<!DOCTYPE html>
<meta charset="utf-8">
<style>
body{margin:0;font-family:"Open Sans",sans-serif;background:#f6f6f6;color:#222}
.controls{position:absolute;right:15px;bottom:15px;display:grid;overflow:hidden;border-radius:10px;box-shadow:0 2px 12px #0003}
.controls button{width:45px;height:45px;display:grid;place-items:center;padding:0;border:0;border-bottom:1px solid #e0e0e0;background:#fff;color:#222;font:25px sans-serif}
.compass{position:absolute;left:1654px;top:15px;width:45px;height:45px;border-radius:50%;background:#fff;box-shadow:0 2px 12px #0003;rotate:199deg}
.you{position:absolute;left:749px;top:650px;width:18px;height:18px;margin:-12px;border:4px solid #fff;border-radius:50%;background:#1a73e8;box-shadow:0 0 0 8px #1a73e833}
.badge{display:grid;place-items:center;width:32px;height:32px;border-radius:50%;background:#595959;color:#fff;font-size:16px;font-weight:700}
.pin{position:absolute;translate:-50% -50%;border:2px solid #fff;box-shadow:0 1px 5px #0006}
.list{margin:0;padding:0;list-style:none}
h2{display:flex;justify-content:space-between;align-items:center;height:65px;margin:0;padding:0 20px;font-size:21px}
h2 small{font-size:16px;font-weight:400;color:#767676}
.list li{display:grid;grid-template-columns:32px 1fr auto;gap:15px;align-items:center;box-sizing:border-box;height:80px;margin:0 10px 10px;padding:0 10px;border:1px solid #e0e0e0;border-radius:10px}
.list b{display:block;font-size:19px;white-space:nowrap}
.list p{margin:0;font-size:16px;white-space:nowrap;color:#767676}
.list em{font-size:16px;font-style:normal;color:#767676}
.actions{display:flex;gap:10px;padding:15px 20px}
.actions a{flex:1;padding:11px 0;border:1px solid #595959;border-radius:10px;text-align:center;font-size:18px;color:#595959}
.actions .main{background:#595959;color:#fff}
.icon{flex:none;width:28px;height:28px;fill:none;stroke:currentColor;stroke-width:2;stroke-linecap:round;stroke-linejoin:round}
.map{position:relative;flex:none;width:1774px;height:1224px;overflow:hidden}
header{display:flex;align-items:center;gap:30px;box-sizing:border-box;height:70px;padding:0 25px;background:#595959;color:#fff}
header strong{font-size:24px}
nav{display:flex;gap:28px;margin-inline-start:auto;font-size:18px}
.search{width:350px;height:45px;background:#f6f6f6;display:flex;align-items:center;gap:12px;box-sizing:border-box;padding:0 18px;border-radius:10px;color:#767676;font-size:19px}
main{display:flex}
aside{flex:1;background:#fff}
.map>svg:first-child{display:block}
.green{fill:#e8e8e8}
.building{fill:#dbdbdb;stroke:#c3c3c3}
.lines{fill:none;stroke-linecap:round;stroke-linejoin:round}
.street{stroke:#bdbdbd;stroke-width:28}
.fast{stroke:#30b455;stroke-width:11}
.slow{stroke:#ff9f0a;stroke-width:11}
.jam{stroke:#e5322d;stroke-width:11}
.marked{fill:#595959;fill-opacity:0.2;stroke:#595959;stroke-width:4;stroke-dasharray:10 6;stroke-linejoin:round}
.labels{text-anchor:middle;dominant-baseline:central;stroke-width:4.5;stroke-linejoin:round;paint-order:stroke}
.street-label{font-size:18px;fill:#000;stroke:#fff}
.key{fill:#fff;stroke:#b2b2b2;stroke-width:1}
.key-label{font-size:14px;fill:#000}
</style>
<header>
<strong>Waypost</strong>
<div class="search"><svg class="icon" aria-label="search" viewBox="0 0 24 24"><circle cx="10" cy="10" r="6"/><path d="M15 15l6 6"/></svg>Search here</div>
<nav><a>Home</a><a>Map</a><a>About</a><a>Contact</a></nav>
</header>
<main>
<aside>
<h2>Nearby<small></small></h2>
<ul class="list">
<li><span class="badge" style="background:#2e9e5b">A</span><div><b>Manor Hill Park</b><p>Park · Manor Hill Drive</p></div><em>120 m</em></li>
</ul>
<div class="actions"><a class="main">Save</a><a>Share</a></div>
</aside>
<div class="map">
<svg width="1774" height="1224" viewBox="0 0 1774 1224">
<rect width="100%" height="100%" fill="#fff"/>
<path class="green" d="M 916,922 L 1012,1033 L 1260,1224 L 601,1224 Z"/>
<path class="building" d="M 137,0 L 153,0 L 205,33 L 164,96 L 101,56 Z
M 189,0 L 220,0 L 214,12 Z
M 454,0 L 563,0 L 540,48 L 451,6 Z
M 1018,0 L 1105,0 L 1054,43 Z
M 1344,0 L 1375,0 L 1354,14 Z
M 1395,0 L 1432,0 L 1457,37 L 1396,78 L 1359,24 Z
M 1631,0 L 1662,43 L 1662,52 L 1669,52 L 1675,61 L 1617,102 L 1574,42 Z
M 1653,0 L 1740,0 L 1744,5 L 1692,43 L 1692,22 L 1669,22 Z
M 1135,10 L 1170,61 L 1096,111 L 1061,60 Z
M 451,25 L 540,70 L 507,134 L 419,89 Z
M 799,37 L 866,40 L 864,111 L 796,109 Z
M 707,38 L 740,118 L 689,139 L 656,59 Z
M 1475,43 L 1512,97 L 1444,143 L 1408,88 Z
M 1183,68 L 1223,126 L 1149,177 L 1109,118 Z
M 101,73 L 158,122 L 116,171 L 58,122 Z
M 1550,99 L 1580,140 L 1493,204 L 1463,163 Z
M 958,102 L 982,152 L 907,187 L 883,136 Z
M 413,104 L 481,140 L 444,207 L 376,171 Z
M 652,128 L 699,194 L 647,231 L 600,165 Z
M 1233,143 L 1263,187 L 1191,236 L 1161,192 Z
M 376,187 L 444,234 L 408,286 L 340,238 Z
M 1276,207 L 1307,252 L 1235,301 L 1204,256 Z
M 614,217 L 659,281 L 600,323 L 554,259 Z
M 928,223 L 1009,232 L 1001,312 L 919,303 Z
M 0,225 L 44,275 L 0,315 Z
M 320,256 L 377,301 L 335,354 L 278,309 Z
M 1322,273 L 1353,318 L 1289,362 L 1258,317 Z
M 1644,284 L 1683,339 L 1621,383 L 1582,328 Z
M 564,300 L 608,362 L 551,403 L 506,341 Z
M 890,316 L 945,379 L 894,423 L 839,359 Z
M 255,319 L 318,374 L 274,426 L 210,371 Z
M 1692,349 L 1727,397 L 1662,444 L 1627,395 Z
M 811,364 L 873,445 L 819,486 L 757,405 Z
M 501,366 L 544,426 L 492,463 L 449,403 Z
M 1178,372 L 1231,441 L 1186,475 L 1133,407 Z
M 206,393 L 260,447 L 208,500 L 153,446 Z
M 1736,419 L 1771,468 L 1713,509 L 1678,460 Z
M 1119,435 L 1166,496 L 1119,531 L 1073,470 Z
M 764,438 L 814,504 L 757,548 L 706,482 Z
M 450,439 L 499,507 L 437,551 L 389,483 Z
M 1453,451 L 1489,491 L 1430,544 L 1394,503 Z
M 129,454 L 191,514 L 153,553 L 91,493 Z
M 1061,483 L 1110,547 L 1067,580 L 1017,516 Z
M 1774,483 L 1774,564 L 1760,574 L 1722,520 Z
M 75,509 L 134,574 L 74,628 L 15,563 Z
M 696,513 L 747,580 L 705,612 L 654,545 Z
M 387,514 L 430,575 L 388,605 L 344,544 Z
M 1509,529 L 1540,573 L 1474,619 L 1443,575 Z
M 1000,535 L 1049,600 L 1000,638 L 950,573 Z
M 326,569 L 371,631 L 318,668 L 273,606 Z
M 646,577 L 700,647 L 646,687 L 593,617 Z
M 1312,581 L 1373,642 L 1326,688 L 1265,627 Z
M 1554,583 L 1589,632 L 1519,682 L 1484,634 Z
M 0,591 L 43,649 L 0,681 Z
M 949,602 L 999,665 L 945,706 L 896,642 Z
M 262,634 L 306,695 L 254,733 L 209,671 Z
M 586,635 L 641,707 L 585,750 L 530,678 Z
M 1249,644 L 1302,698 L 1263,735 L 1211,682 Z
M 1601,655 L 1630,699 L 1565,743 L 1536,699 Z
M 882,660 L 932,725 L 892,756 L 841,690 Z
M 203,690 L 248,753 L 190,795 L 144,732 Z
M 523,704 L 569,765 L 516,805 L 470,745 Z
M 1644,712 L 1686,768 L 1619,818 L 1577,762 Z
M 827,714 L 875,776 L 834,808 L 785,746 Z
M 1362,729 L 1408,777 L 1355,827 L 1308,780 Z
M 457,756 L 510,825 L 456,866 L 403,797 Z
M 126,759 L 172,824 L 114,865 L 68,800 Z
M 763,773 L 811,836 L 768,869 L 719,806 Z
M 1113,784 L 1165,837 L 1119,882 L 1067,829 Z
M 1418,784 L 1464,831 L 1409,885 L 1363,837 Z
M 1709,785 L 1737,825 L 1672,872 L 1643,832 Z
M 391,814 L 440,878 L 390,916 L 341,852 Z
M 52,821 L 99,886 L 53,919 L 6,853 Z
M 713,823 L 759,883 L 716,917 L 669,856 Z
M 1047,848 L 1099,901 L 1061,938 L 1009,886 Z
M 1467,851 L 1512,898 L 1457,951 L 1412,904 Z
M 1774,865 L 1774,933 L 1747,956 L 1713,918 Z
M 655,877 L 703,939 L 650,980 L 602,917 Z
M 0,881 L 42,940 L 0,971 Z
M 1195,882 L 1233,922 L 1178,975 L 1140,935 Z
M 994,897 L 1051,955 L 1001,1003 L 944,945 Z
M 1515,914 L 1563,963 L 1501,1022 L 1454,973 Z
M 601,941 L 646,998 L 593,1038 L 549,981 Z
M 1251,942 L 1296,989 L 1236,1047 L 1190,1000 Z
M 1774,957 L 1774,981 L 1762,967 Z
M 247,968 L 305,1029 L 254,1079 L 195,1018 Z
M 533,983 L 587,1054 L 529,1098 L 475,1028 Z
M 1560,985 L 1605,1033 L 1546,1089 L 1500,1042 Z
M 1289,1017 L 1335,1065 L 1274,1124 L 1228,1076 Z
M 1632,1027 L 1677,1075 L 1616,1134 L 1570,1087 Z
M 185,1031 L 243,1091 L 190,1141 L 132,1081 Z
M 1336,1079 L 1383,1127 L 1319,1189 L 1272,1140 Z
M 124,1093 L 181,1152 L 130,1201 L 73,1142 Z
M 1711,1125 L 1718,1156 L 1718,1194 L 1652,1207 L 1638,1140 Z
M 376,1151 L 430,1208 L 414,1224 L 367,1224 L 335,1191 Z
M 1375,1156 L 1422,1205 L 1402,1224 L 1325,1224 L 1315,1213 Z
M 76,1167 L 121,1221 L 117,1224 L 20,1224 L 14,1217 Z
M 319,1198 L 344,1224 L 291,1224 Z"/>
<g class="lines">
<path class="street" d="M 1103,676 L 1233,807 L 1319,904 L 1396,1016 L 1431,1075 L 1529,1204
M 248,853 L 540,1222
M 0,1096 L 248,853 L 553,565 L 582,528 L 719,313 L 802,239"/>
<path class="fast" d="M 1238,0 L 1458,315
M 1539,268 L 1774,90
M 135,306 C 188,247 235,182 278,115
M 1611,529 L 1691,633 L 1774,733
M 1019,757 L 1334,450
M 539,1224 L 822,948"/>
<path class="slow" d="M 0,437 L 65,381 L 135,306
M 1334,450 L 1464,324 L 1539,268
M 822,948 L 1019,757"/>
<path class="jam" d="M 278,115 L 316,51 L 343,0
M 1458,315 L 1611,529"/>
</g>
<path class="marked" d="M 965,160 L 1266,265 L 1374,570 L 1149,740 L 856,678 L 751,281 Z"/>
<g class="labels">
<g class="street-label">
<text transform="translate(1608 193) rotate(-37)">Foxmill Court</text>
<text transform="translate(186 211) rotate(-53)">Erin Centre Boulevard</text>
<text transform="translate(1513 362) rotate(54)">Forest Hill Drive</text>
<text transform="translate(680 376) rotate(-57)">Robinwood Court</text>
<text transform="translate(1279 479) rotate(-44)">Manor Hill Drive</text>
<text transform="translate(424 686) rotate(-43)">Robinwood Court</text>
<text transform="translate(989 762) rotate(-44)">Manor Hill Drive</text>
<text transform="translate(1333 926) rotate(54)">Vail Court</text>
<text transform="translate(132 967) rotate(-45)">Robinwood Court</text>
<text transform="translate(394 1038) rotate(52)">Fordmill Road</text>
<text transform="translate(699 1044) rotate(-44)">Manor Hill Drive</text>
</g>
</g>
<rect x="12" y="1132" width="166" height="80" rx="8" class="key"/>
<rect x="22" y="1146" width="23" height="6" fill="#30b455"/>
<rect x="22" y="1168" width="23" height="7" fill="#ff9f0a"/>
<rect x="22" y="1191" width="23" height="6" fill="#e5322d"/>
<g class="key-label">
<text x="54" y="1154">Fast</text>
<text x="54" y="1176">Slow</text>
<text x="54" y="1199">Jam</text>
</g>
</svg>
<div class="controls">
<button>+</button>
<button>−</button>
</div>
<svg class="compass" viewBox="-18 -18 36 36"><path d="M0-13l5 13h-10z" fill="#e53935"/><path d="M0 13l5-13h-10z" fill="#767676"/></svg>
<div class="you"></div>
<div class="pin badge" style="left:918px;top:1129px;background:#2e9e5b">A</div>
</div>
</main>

________________

▶ Task
Go through the data above and copy each line in which "linecap" appears.

▶ Task response
.icon{flex:none;width:28px;height:28px;fill:none;stroke:currentColor;stroke-width:2;stroke-linecap:round;stroke-linejoin:round}
.lines{fill:none;stroke-linecap:round;stroke-linejoin:round}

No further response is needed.